» **Stored items**
· · ·
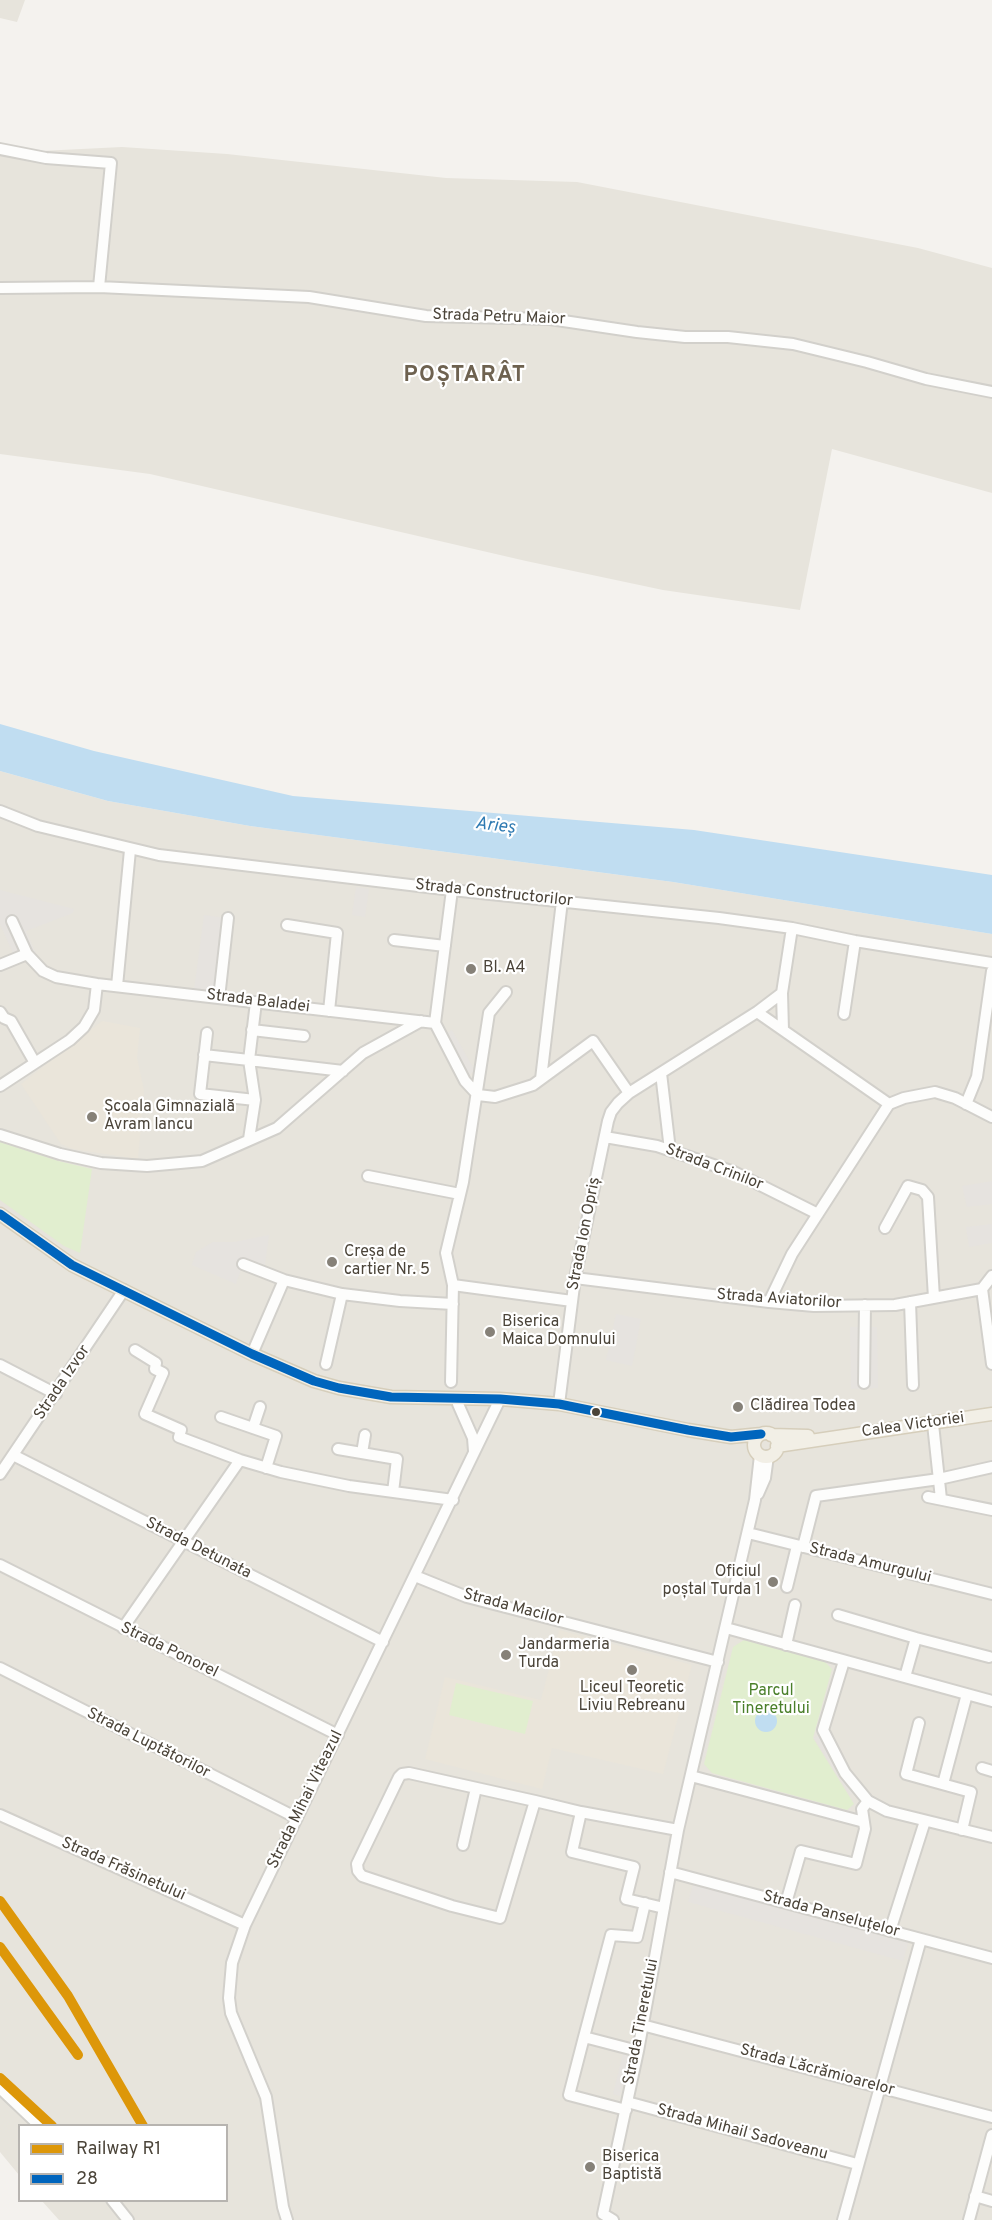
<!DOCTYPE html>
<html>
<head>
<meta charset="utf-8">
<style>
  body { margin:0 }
  #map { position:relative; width:992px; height:2220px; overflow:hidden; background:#f4f2ee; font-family:Overpass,sans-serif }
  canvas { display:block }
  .legend { position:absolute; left:18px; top:2124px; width:210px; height:78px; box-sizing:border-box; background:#fff; border:2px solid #b7b4b0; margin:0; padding:8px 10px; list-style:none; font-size:18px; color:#4b4439 }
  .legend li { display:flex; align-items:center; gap:12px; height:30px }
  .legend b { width:30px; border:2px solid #b7b4b0 }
</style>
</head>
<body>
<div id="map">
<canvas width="992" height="2220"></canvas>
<ul class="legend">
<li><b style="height:8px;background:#dd9709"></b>Railway R1</li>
<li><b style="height:8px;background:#0065bd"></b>28</li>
</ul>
</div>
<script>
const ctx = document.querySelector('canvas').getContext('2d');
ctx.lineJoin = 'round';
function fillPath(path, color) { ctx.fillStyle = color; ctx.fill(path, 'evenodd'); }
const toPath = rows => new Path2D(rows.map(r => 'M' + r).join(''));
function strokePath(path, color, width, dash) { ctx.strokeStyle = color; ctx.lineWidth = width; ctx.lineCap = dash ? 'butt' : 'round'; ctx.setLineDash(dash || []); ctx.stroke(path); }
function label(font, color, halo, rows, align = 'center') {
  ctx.font = font + ' Overpass,sans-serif'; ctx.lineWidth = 4.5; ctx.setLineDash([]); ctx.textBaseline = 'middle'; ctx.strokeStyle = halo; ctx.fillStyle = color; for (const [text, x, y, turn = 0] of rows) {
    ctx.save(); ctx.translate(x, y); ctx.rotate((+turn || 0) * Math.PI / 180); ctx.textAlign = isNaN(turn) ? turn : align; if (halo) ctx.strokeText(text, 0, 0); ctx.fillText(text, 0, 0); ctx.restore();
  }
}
fillPath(toPath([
  [0,0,25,0,17,22,0,18],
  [122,147,227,154,446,178,577,182,918,248,992,268,992,493,832,449,800,610,663,590,526,561,150,474,0,454,0,153],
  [0,771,108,801,250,826,673,882,992,934,992,2220,59,2220,42,2201,226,2200,226,2126,20,2126,19,2175,0,2152]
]), '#e7e4dc');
fillPath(toPath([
  [102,1021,140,1028,137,1058,144,1090,138,1159,73,1149,61,1144,21,1084],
  [559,1630,692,1665,663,1774,552,1748,542,1789,425,1759,445,1677,541,1700]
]), '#eae5da');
fillPath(toPath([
  [0,1142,58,1161,92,1169,80,1253,64,1246,0,1200],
  [744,1640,824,1661,832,1669,813,1738,854,1804,847,1810,712,1773,704,1764,733,1647],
  [456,1683,533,1701,525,1734,449,1715]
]), '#e1eecf');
fillPath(toPath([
  [356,887,369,889,365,917,352,915],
  [0,890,74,909,73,913,26,931,36,954,17,962,0,924],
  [204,915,233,919,223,994,194,990],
  [452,1030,475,1071,468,1075,444,1035],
  [992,1181,992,1204,967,1207,962,1186],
  [992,1224,992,1243,969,1247,966,1227],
  [269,1235,265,1265,243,1264,236,1284,192,1265,196,1252,213,1242,234,1242],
  [616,1314,641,1319,632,1366,606,1360],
  [850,1327,877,1327,878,1388,851,1389],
  [720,1669,725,1670,703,1761,698,1759],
  [820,1734,856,1791,850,1795,814,1738],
  [694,1882,909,1940,903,1961,688,1902],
  [623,2053,630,2055,620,2096,613,2094]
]), '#e6e3df');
fillPath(toPath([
  [0,724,94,751,293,796,694,830,992,875,992,934,673,882,250,826,108,801,0,771],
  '755 1721a11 11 0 1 1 22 0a11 11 0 1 1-22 0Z'
]), '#c0ddf1');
const minor = toPath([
  [0,149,46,158,111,163,99,287],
  [0,288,99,287,309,297,426,316,550,319,637,332,685,337,728,337,793,344,867,362,926,379,992,392],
  [0,811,38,826,159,855,452,890,719,918,792,928,855,941,992,963],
  [12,921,27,954,43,971,56,977,97,984,435,1023],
  [287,925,337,933,329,1011],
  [394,940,445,946],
  [0,965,27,954],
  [117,986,130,850],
  [219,998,228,918],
  [256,1002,249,1060,343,1071],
  [0,1012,4,1018,11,1021,35,1063],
  [757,1012,889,1104],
  [844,1014,855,941],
  [435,1023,465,1081,478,1095,495,1097,533,1085,593,1041,629,1093],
  [435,1023,452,890],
  [252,1030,304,1036],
  [783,1030,782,993,792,928],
  [207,1033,200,1094,255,1100],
  [204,1055,249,1060,255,1100,249,1139],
  [661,1073,670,1150],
  [541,1079,562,901],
  [0,1086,70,1040,84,1027,94,1010,97,984],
  [966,1104,977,1077,992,971],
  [0,1135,60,1154,101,1163,147,1166,202,1161,277,1128,363,1053,421,1021],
  [605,1137,657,1146,734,1172,818,1214],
  [368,1176,460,1194],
  [885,1228,908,1186,922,1190,928,1197,934,1298],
  [243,1264,284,1280,342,1294,400,1301,453,1304],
  [992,1276,982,1289,992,1364],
  [575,1278,769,1302,814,1306,895,1305,982,1289],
  [453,1285,572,1301],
  [769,1302,792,1254,889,1104,904,1098,935,1092,955,1098,992,1117],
  [910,1302,913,1385],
  [135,1350,156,1363,155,1369,163,1373,145,1414,181,1430,179,1437,240,1460,281,1472,349,1486,453,1500],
  [252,1354,284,1280],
  [326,1364,342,1294],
  [0,1365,56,1394],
  [451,1382,453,1285,446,1253,463,1182,489,1013,506,992],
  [864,1383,865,1305],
  [457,1398,458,1404,473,1438,474,1451],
  [559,1404,575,1278,608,1121,611,1112,618,1103,629,1093,757,1012,782,993],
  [221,1417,276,1436,266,1468],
  [933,1424,941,1499],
  [253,1428,260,1407],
  [338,1449,397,1459,393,1492],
  [362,1453,365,1435],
  [13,1455,383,1642],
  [0,1474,124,1290],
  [758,1494,765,1478,768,1456],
  [928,1497,992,1510],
  [748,1533,992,1594],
  [803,1547,816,1496,939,1479,992,1467],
  [0,1565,338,1735],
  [415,1576,467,1597,718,1662],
  [787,1587,797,1546],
  [838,1615,916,1638],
  [123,1628,240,1460],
  [726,1628,992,1701],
  [786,1645,795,1605],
  [844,1661,823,1730,845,1773,868,1801,887,1811,992,1837],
  [0,1668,297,1818],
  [905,1677,916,1638,989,1657],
  [919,1723,906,1774,971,1792,962,1830],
  [982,1768,992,1771],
  [691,1776,864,1822],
  [943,1784,967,1694],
  [535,1801,500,1918,452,1906,362,1876,358,1871,357,1864,399,1777,402,1774,409,1773,535,1801,581,1812,678,1830],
  [581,1812,572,1852,634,1867,626,1899,664,1908],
  [0,1815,245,1925],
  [463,1845,476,1788],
  [670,1872,992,1958],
  [786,1903,801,1851,856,1864,865,1829,862,1809,868,1801],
  [890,1931,925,1821],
  [642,2025,992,2117],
  [584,2037,569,2095,626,2110],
  [638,2051,584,2037,611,1935,637,1937,645,1903],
  [0,2088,40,2126],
  [627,2102,857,2164],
  [975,2196,992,2201],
  [112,2200,128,2220],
  [287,2220,283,2207,266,2097,231,2013,229,1998,232,1963,245,1925,500,1399],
  [613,2220,603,2214,638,2051,678,1830,755,1500,760,1455],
  [843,2220,921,1939],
  [969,2220,992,2135]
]);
const major = toPath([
  [0,1214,72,1265,252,1354,314,1381,339,1388,391,1397,500,1399,559,1404,688,1430,731,1437,761,1434],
  '754 1445a12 12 0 1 1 24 0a12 12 0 1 1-24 0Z',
  [771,1435,808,1436],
  [777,1446,992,1414]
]);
strokePath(minor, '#d2d0cb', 14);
strokePath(major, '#d6cebb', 15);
strokePath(minor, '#fdfdfc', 10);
strokePath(major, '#f2efe6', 12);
strokePath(toPath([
  [0,1214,72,1265,252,1354,314,1381,339,1388,391,1397,500,1399,559,1404,688,1430,731,1437,761,1434]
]), '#0065bd', 9);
strokePath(toPath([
  [0,1901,68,1996,143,2126],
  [0,1947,78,2055],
  [0,2078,52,2126]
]), '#dd9709', 10);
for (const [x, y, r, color] of [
  [471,969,6,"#868178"],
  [92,1117,6,"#868178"],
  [332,1262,6,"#868178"],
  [490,1332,6,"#868178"],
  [738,1407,6,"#868178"],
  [596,1412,5,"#4b4439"],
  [773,1582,6,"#868178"],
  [506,1655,6,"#868178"],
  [632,1670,6,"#868178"],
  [590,2167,6,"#868178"]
]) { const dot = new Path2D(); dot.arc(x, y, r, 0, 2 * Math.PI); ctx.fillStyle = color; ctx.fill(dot); strokePath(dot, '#fff', 2); }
label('16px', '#4b4439', '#fff', [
  ["Strada Petru Maior",499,318,2],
  ["Strada Constructorilor",494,894,6],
  ["Strada Baladei",258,1002,7],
  ["Strada Crinilor",714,1168,21],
  ["Strada Ion Opriș",585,1234,-79],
  ["Strada Aviatorilor",779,1300,4],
  ["Strada Izvor",63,1383,-56],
  ["Calea Victoriei",913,1426,-8],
  ["Strada Detunata",198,1549,27],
  ["Strada Amurgului",870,1564,14],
  ["Strada Macilor",513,1608,15],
  ["Strada Ponorel",169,1651,26],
  ["Strada Luptătorilor",148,1744,27],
  ["Strada Mihai Viteazul",306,1800,-64],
  ["Strada Frăsinetului",123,1870,24],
  ["Strada Panseluțelor",831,1915,15],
  ["Strada Tineretului",642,2022,-79],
  ["Strada Lăcrămioarelor",817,2071,15],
  ["Strada Mihail Sadoveanu",742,2133,15]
]);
label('16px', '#4b4439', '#fff', [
  ["Bl. A4",483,969],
  ["Școala Gimnazială",104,1108],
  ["Avram Iancu",104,1126],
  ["Creșa de",344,1253],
  ["cartier Nr. 5",344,1271],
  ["Biserica",502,1323],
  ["Maica Domnului",502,1341],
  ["Clădirea Todea",750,1407],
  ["Oficiul",761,1573,"right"],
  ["poștal Turda 1",761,1591,"right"],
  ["Jandarmeria",518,1646],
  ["Turda",518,1664],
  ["Liceul Teoretic",632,1689,"center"],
  ["Liviu Rebreanu",632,1707,"center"],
  ["Biserica",602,2158],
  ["Baptistă",602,2176]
], 'left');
label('16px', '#4a7f2a', '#fff', [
  ["Parcul",771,1692],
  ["Tineretului",771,1710]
]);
label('italic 18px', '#2e7ab2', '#fff', [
  ["Arieș",495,827,7]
]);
ctx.letterSpacing = '1.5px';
label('bold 22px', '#6e6250', '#fff', [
  ["POȘTARÂT",465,377]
]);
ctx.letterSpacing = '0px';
</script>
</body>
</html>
· · ·
» **Task to carry out**
All the lines that hold the word "setLineDash" must appear in the answer, copied from the records.

» **Answer box**
function strokePath(path, color, width, dash) { ctx.strokeStyle = color; ctx.lineWidth = width; ctx.lineCap = dash ? 'butt' : 'round'; ctx.setLineDash(dash || []); ctx.stroke(path); }
  ctx.font = font + ' Overpass,sans-serif'; ctx.lineWidth = 4.5; ctx.setLineDash([]); ctx.textBaseline = 'middle'; ctx.strokeStyle = halo; ctx.fillStyle = color; for (const [text, x, y, turn = 0] of rows) {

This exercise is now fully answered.